*** Opening of RECORD SET ***
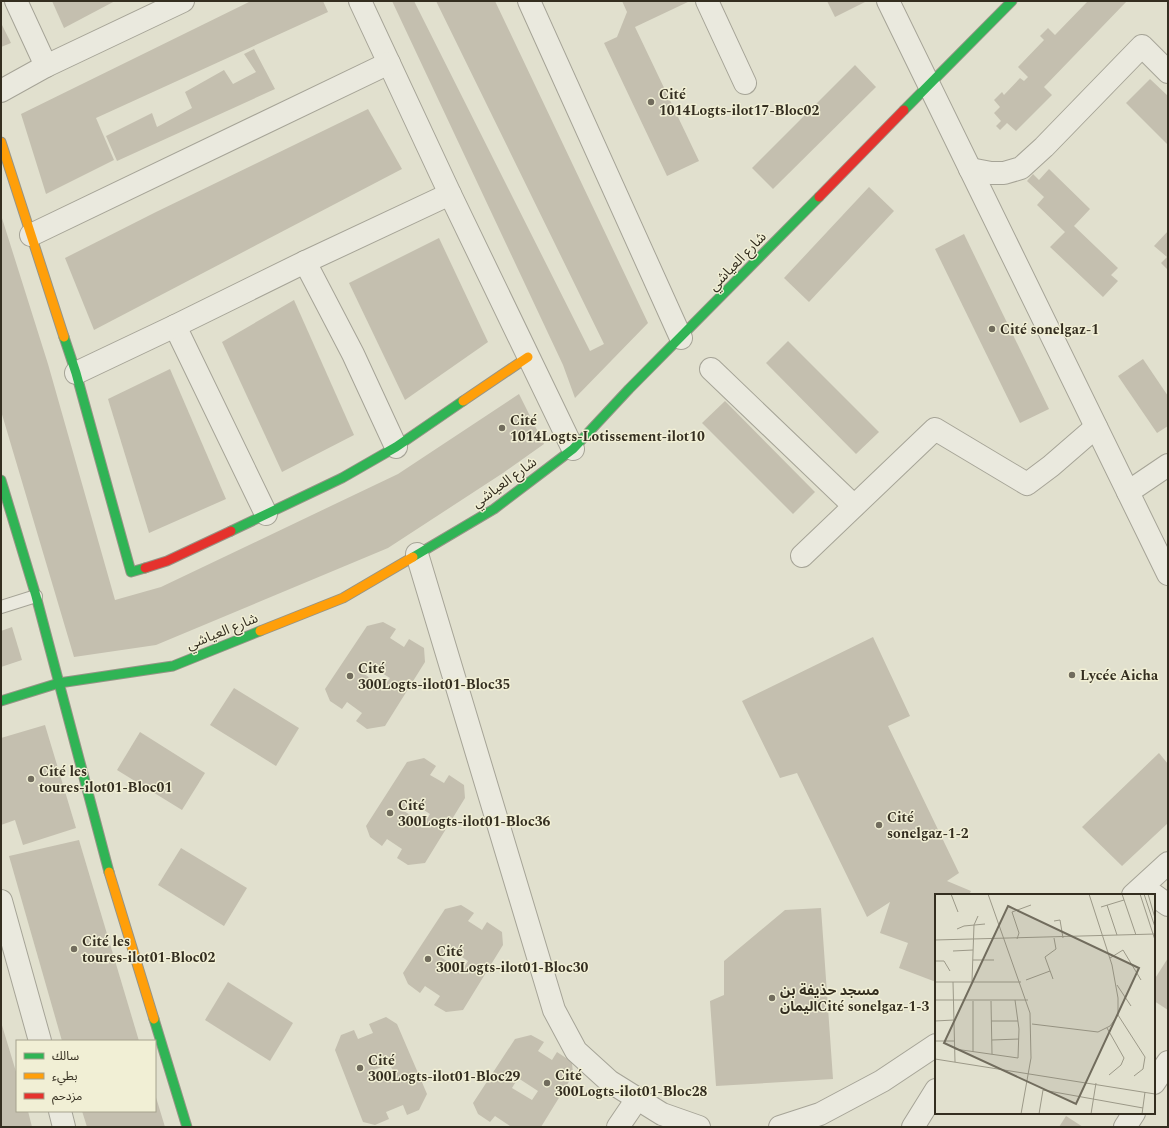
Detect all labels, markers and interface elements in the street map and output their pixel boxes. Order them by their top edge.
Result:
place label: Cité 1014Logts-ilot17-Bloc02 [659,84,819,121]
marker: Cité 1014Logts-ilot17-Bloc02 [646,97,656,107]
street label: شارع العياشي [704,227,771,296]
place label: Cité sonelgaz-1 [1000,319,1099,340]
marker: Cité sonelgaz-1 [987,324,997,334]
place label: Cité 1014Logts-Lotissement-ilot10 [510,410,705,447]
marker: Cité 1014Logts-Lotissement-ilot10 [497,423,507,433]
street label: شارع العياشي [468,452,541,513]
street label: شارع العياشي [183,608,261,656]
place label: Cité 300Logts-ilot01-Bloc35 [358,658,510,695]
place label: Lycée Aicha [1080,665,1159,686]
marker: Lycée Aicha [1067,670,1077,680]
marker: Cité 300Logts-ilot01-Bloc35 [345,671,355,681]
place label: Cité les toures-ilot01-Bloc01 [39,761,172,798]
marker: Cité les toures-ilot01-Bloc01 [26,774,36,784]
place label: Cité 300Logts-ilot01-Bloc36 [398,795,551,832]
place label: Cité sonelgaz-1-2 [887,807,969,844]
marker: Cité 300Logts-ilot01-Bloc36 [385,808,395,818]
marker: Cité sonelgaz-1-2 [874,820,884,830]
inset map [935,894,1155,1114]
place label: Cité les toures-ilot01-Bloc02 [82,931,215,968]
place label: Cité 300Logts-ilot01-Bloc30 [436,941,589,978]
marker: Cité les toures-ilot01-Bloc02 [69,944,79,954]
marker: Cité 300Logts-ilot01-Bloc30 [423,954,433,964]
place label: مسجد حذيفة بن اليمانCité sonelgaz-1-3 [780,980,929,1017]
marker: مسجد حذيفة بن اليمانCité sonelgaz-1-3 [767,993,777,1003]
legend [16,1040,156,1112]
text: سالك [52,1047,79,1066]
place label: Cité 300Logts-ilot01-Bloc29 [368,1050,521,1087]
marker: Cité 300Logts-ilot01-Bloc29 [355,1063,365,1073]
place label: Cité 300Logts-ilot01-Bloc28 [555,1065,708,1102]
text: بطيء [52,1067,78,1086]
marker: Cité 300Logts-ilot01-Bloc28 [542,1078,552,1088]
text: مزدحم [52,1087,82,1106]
*** Close of RECORD SET ***
— TASK TO CARRY OUT —
Nothing but a number is expected: the count of lines in the data that include the word "Lotissement".

— REPLY TO THE EXERCISE —
2